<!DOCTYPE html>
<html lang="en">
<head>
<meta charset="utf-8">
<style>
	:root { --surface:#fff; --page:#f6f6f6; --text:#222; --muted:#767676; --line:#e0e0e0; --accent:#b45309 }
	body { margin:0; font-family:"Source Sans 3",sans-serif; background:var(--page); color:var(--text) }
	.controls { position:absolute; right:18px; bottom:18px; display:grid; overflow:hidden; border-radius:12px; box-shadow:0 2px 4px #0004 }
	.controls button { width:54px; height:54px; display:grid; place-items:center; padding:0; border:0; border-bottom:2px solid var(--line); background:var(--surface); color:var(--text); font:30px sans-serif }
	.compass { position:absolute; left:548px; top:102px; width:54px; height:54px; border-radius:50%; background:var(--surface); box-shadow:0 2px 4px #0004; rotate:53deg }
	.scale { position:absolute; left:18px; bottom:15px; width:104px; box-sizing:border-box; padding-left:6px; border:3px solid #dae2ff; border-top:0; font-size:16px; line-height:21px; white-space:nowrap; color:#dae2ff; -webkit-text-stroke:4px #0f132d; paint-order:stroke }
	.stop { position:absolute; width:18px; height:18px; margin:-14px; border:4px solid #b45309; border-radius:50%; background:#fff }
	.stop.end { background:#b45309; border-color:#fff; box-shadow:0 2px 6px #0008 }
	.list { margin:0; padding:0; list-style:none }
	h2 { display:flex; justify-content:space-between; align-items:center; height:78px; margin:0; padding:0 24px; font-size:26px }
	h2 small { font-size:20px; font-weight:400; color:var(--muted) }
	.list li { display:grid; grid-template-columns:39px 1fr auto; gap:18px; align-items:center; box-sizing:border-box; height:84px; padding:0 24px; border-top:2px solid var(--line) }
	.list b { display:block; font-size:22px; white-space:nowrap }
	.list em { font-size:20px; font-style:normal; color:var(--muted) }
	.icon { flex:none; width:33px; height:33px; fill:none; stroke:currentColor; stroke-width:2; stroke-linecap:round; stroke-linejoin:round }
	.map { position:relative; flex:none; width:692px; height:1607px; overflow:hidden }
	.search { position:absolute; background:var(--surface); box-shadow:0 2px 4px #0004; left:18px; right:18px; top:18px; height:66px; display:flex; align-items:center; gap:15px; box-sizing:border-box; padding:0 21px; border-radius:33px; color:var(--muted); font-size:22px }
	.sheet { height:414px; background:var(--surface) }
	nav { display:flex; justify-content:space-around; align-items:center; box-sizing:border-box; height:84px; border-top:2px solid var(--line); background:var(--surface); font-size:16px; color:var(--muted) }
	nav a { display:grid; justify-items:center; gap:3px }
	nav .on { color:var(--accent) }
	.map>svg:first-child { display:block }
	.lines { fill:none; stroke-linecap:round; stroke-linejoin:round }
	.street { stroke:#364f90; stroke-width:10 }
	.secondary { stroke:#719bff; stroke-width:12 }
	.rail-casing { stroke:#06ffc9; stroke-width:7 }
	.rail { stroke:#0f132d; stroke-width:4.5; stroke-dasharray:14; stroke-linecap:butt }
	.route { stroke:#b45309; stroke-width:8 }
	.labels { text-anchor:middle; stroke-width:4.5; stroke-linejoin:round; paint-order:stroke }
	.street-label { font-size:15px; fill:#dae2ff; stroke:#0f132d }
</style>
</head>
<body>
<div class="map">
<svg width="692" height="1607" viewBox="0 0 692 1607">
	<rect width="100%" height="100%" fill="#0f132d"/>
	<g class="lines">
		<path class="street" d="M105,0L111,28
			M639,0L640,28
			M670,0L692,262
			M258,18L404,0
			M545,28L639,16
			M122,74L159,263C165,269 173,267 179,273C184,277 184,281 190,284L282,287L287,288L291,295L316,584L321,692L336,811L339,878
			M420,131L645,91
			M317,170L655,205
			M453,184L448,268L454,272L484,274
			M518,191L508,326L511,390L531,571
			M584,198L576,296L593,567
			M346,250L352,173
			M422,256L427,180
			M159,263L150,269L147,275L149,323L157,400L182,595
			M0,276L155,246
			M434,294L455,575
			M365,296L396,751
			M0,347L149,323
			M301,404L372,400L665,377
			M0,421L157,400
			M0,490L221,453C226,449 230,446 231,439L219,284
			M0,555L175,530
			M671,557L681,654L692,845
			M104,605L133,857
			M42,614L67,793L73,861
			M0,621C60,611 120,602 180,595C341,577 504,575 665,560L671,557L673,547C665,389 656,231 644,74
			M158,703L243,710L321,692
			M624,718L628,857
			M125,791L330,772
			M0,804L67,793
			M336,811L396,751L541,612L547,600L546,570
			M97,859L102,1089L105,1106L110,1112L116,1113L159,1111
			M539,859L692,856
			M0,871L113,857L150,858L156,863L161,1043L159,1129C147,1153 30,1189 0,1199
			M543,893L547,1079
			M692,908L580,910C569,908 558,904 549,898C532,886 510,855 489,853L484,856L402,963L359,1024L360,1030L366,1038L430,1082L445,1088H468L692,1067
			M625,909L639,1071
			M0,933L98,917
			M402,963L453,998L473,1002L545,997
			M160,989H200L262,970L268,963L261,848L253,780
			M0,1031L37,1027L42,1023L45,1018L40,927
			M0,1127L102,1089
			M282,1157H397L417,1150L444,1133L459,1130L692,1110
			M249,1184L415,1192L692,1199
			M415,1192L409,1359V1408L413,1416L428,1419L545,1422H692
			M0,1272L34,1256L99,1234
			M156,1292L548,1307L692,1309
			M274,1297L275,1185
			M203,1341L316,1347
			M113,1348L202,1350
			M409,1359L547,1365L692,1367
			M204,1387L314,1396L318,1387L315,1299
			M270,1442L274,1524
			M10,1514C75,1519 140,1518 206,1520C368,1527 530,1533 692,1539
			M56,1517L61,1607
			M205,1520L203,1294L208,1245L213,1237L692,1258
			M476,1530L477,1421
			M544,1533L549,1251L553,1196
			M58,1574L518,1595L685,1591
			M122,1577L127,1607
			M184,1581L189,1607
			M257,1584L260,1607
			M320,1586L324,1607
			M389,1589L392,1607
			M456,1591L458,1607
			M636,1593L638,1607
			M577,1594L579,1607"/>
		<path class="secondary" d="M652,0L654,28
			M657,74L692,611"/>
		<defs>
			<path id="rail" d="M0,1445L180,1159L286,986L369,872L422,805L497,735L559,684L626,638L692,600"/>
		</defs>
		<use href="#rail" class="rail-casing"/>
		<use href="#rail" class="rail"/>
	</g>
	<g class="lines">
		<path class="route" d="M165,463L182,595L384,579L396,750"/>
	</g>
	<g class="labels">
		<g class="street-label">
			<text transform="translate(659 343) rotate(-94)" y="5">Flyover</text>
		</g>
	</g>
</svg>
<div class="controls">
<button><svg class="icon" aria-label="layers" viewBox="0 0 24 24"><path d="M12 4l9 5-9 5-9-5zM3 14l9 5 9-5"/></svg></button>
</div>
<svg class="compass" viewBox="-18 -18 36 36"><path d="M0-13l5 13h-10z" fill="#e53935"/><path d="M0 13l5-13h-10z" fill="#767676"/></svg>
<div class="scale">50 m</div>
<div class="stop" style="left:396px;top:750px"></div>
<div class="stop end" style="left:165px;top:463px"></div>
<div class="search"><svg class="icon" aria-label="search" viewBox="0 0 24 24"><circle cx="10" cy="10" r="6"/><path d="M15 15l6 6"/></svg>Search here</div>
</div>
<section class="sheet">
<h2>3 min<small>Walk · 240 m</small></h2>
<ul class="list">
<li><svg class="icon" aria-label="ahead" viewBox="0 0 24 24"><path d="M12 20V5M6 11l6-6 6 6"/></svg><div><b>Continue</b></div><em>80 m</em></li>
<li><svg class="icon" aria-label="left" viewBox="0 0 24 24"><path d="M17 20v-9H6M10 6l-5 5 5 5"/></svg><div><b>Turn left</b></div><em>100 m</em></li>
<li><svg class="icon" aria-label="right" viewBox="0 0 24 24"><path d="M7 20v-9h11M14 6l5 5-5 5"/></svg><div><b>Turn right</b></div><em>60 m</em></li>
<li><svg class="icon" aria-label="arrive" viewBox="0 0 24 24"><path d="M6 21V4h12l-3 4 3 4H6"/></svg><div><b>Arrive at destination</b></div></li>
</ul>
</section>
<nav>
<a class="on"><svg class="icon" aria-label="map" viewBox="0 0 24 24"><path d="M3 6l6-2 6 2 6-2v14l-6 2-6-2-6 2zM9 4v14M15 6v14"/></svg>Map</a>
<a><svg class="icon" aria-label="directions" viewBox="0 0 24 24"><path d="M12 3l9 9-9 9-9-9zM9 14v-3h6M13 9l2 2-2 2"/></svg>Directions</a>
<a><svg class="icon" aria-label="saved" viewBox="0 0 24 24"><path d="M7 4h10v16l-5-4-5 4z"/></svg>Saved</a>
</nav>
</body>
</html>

**PROBLEM REQUIREMENTS**: Return exactly the leading lines of the listing, stopping after the line in which "position:absolute; left:548px; top:102px;" occurs.

**EXERCISE ANSWER**:
<!DOCTYPE html>
<html lang="en">
<head>
<meta charset="utf-8">
<style>
	:root { --surface:#fff; --page:#f6f6f6; --text:#222; --muted:#767676; --line:#e0e0e0; --accent:#b45309 }
	body { margin:0; font-family:"Source Sans 3",sans-serif; background:var(--page); color:var(--text) }
	.controls { position:absolute; right:18px; bottom:18px; display:grid; overflow:hidden; border-radius:12px; box-shadow:0 2px 4px #0004 }
	.controls button { width:54px; height:54px; display:grid; place-items:center; padding:0; border:0; border-bottom:2px solid var(--line); background:var(--surface); color:var(--text); font:30px sans-serif }
	.compass { position:absolute; left:548px; top:102px; width:54px; height:54px; border-radius:50%; background:var(--surface); box-shadow:0 2px 4px #0004; rotate:53deg }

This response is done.